The support and opposition campaigns of Maine Question 1, which voters will decide on Nov. 2, 2021, have raised a combined total of $71.82 million in contributions through Sept. 30. The next deadline to report contributions and expenditures is Oct. 22.
Maine Question 1 would prohibit the construction of electric transmission lines defined as high-impact in the Upper Kennebec Region, including the New England Clean Energy Connect (NECEC). The citizen-initiated ballot measure would also require a two-thirds vote of each state legislative chamber to approve high-impact electric transmission line projects.
Question 1 was designed to stop the NECEC, a 145-mile long, high-voltage transmission line project that would transmit around 1,200 megawatts from hydroelectric plants in Quebec to electric utilities in Massachusetts and Maine. Construction of the NECEC began after the project received a presidential permit on Jan. 15, 2021. The ballot initiative would prohibit the construction of high-impact electric transmission lines in the Upper Kennebec Region, retroactive to Sept. 16, 2020, thus prohibiting Segment 1 of the NECEC.

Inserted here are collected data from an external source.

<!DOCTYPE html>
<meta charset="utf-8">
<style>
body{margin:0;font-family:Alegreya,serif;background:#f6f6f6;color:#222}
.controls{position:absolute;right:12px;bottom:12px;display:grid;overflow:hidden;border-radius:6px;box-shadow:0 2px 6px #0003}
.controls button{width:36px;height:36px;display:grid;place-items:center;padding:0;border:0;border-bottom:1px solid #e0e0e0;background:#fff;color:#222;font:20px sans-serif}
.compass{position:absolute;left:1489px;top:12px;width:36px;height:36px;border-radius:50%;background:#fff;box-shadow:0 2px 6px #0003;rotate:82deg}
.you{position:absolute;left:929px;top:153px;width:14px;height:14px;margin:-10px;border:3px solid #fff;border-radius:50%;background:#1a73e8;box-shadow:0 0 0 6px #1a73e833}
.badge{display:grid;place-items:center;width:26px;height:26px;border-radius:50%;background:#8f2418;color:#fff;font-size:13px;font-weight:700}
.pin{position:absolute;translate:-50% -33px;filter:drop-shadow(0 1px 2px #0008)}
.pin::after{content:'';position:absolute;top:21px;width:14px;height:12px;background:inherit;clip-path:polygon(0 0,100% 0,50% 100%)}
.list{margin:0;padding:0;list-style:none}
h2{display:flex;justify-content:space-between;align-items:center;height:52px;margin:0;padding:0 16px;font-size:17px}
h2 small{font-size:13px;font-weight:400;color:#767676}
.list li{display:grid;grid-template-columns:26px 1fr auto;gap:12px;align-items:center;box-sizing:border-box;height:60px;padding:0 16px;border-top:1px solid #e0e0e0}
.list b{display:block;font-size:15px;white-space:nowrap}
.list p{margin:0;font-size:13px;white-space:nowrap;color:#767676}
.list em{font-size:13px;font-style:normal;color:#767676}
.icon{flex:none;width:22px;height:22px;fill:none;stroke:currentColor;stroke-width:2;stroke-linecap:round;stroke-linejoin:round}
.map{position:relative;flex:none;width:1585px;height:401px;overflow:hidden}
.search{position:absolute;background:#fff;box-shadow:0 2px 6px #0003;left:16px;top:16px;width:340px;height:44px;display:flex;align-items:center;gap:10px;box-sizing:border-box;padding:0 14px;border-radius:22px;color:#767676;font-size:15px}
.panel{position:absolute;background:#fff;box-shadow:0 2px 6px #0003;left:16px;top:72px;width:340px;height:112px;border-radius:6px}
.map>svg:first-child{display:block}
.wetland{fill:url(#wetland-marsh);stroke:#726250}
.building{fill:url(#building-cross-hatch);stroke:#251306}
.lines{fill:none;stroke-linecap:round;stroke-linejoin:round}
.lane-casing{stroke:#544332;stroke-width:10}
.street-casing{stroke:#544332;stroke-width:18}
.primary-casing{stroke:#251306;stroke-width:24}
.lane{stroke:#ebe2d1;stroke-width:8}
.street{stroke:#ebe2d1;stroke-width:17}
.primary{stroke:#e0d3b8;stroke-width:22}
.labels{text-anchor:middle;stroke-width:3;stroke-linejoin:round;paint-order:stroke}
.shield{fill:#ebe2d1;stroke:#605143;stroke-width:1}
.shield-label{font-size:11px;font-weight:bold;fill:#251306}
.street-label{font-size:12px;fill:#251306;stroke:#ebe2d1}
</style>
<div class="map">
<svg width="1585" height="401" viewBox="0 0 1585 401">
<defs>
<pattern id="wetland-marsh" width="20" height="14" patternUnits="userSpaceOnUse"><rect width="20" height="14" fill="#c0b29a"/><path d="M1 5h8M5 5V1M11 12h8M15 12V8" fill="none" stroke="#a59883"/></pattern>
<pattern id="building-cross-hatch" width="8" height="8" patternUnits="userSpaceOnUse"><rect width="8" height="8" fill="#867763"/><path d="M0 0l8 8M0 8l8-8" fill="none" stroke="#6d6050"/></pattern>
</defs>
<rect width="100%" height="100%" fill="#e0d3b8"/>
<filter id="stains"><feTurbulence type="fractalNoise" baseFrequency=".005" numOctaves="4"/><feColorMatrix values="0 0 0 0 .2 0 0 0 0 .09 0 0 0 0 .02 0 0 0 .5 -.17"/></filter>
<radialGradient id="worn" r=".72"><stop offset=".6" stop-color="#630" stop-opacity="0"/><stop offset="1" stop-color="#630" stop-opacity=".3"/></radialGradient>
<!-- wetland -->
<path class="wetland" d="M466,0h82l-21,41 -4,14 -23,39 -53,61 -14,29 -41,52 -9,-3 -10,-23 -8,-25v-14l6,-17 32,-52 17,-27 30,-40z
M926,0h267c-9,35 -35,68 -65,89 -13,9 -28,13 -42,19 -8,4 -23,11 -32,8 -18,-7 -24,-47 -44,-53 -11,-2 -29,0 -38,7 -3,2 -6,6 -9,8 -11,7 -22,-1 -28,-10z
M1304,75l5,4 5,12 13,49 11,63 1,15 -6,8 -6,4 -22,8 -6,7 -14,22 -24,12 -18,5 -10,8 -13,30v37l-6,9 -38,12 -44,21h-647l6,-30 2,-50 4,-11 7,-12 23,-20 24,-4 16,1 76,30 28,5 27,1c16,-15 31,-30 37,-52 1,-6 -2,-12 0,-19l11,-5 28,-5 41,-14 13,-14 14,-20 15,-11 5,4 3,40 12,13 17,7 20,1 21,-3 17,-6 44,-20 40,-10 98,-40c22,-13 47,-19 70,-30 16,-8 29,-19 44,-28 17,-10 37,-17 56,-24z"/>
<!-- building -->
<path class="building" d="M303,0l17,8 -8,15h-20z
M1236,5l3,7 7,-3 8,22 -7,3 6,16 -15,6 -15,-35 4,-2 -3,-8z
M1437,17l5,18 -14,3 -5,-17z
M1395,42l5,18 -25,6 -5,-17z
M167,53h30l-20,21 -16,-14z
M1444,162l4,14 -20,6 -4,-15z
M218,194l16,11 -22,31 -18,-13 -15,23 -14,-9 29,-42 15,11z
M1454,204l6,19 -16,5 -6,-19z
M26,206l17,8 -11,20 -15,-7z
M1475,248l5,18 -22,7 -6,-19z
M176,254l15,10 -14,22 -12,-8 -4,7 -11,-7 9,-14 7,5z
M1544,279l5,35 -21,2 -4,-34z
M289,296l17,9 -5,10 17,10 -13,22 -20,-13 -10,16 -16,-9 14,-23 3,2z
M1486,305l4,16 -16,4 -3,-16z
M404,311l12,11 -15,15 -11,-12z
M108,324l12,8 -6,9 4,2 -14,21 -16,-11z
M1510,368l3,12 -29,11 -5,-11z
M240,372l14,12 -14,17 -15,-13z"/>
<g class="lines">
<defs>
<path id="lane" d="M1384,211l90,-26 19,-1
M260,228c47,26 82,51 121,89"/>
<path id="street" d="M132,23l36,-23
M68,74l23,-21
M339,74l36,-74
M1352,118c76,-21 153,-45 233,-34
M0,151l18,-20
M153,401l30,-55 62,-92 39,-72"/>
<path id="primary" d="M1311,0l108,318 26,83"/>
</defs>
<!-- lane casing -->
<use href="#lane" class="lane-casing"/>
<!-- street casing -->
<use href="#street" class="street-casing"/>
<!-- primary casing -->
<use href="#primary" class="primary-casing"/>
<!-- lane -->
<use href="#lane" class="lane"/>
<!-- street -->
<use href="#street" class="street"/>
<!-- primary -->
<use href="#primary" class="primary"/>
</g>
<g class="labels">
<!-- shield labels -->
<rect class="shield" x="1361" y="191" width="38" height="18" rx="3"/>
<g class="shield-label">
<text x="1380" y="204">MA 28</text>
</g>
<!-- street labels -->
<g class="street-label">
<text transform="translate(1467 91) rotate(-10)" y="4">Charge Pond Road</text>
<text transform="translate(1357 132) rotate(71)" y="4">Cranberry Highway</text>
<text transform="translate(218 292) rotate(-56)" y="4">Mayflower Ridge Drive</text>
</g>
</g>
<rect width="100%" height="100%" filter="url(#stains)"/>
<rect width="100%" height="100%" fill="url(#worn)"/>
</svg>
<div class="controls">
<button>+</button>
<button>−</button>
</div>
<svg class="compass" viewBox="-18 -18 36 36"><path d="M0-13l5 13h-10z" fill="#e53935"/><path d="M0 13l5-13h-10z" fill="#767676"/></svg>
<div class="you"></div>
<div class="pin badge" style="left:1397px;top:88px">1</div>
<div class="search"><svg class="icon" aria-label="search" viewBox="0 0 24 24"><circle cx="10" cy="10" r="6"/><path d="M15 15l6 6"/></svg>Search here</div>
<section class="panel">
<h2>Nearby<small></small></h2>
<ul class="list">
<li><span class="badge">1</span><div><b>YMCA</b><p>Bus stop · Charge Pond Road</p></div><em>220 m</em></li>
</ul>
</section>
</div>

No CMP Corridor is leading the campaign in support of Question 1. The PAC Mainers for Local Power is also registered to support the ballot initiative. Together, the PACs had raised $16.64 million, including
- $13.67 million from NextEra Energy Resources, LLC, which owns a natural gas-fired plant in Cumberland, Maine, and six solar fields or projects in southern and central Maine;
- $1.41 million from Vistra Energy Corp., which owns a natural gas-fired plant in Veazie, Maine; and
- $1.25 million from Calpine Corp., which owns a natural gas-fired plant in Westbrook, Maine.
The PACs Clean Energy Matters, Hydro-Québec Maine Partnership, Vote No to Protect Maine, and Mainers for Fair Laws are registered to oppose the ballot initiative. Together, the PACs had raised $55.18 million, including
- $39.28 million from Central Maine Power (CMP), NECEC Transmission LLC, and the companies’ parent firm Avangrid; and
- $13.53 million from H.Q. Energy Services (U.S.) Inc., which is a subsidiary of Hydro-Québec.
Based on the 2020 Census, the state’s population is 1.36 million. With $71.82 million in contributions, an equivalent of $52.71 had been raised per state resident. According to the Bangor Daily News, Question 1 is the second most expensive political election in Maine history, only following the 2020 U.S. Senate race.
Maine Question 1 is the most expensive ballot measure of 2021 thus far. The second most expensive is Colorado Proposition 119, for which supporters and opponents have raised $1.36 million in contributions.